Saved entries
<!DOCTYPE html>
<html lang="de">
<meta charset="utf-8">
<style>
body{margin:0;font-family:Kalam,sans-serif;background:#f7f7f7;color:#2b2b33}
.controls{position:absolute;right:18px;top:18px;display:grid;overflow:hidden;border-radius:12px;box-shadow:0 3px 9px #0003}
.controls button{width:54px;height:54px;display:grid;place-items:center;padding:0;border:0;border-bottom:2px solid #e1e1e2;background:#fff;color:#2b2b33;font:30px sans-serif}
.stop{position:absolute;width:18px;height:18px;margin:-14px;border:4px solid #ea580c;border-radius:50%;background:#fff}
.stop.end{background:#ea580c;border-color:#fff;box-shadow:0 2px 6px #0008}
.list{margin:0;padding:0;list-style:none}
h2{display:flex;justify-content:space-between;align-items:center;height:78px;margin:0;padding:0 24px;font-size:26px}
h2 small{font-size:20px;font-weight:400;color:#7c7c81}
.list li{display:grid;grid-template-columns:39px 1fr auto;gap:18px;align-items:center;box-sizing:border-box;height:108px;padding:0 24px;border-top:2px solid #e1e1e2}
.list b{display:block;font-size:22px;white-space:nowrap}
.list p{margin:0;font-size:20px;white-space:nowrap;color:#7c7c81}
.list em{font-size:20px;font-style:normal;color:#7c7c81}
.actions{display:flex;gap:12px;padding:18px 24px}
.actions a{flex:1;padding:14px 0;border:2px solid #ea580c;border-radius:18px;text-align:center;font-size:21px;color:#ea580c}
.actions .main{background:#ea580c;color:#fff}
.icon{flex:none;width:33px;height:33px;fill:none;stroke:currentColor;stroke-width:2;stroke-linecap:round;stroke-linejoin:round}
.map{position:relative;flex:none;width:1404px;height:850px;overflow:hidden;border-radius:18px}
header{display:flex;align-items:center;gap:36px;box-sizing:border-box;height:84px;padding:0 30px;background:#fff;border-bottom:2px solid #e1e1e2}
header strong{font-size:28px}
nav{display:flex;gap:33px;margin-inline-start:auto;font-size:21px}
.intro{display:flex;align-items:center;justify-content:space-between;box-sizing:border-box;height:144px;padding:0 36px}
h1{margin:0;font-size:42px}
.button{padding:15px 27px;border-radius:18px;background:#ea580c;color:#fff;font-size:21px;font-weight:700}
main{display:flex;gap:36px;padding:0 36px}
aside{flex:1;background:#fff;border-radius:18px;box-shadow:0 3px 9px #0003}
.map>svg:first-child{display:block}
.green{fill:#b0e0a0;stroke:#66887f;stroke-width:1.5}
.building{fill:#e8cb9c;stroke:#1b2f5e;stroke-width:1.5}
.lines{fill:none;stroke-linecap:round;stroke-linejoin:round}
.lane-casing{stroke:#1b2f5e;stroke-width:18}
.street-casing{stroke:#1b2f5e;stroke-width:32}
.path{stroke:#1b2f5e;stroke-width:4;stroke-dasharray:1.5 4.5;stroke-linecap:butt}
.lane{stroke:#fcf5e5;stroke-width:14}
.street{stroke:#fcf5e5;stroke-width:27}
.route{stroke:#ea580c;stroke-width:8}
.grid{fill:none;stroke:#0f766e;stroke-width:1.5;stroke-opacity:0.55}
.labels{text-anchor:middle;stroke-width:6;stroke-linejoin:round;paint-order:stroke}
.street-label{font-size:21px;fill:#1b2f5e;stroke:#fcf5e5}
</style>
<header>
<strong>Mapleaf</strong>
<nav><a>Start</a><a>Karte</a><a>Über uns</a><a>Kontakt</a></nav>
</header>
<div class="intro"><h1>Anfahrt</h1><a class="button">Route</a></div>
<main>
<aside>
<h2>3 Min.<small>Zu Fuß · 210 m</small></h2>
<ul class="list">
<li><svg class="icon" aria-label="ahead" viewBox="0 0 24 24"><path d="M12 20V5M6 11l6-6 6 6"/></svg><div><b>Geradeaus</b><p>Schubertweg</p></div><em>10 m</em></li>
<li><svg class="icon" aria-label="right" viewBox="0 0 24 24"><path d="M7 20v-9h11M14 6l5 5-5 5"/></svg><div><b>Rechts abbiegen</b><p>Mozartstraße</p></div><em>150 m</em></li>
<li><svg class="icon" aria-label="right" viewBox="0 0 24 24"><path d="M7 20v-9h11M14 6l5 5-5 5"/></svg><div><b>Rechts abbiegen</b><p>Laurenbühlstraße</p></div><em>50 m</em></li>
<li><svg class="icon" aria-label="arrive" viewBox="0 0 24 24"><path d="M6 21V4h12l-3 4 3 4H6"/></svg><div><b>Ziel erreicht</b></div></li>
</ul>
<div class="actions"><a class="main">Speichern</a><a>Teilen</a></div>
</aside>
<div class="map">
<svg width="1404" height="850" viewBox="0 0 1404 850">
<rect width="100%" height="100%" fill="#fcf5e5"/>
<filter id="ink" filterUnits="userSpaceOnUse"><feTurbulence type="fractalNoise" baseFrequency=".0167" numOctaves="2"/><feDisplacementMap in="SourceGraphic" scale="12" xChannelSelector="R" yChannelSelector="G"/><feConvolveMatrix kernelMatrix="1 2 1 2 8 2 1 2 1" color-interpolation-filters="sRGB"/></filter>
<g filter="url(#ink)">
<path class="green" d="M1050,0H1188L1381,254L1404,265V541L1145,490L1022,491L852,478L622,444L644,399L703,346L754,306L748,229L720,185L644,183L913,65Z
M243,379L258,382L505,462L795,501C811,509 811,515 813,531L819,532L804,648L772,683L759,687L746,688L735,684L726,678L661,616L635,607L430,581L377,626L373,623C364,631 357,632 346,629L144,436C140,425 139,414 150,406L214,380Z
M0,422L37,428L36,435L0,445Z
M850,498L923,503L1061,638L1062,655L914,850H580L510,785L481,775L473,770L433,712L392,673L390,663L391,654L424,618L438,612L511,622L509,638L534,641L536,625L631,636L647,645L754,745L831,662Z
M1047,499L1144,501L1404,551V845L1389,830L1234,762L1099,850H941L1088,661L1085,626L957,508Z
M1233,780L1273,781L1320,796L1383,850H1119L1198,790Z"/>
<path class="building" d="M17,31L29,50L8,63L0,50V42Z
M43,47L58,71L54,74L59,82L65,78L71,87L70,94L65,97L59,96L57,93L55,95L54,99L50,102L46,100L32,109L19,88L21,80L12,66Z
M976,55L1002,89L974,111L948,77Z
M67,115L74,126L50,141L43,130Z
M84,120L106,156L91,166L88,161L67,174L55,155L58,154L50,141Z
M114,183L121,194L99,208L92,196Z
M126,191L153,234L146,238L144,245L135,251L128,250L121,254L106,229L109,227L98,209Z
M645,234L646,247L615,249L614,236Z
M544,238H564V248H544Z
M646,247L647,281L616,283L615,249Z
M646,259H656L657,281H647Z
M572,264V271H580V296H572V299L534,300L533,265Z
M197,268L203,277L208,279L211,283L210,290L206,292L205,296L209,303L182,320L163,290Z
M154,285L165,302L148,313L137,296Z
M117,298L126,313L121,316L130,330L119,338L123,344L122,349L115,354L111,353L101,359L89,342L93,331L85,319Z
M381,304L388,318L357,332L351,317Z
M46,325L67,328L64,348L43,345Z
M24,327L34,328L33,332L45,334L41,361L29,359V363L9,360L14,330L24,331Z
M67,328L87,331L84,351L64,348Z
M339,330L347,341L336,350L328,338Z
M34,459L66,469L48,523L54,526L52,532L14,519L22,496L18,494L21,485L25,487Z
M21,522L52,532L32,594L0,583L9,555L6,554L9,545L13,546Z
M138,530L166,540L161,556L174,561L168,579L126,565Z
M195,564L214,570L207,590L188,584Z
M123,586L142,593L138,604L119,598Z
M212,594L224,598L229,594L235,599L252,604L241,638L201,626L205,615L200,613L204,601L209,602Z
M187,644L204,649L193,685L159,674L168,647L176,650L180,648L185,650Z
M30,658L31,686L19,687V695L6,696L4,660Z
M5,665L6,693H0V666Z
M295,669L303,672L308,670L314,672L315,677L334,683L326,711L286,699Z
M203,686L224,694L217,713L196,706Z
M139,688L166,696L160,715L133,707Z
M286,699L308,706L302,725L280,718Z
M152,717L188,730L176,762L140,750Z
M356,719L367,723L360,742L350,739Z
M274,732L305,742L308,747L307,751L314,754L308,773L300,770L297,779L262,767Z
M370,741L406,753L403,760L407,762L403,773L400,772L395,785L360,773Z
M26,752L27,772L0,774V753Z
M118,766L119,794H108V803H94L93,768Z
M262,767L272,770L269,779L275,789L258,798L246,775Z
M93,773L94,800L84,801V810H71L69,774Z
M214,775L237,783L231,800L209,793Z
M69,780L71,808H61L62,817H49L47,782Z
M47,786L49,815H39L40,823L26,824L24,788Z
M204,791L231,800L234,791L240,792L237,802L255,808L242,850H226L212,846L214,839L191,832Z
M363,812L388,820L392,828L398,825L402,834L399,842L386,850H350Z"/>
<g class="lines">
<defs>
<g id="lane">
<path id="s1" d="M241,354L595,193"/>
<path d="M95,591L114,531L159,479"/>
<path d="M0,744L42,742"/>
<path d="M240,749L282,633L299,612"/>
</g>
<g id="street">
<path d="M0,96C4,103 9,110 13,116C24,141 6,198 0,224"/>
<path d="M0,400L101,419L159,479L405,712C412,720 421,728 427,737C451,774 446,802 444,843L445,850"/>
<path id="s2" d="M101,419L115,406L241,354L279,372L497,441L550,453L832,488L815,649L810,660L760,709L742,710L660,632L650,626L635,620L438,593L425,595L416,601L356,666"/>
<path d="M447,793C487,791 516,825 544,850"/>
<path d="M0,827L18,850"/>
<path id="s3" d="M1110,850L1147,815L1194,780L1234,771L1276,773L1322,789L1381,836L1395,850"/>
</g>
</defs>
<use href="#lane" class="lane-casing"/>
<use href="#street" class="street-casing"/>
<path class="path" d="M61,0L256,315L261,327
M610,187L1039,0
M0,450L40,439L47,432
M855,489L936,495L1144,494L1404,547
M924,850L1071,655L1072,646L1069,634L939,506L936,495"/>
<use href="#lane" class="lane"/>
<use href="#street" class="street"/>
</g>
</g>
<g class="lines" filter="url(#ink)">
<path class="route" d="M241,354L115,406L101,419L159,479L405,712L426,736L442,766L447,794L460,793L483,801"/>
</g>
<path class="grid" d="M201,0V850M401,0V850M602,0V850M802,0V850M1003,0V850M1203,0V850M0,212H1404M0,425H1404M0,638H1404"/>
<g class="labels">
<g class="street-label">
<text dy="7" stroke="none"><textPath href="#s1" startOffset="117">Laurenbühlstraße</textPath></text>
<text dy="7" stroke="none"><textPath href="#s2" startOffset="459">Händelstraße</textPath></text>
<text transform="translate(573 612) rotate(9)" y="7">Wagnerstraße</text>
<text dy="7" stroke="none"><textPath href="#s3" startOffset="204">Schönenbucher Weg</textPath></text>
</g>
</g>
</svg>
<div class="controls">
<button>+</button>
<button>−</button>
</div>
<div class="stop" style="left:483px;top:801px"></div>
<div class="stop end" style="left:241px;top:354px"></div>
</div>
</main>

HOW TO COMPLETE THIS TASK
Search the data above for the word "nowrap". Copy each line it is in.

TASK RESULT
.list b{display:block;font-size:22px;white-space:nowrap}
.list p{margin:0;font-size:20px;white-space:nowrap;color:#7c7c81}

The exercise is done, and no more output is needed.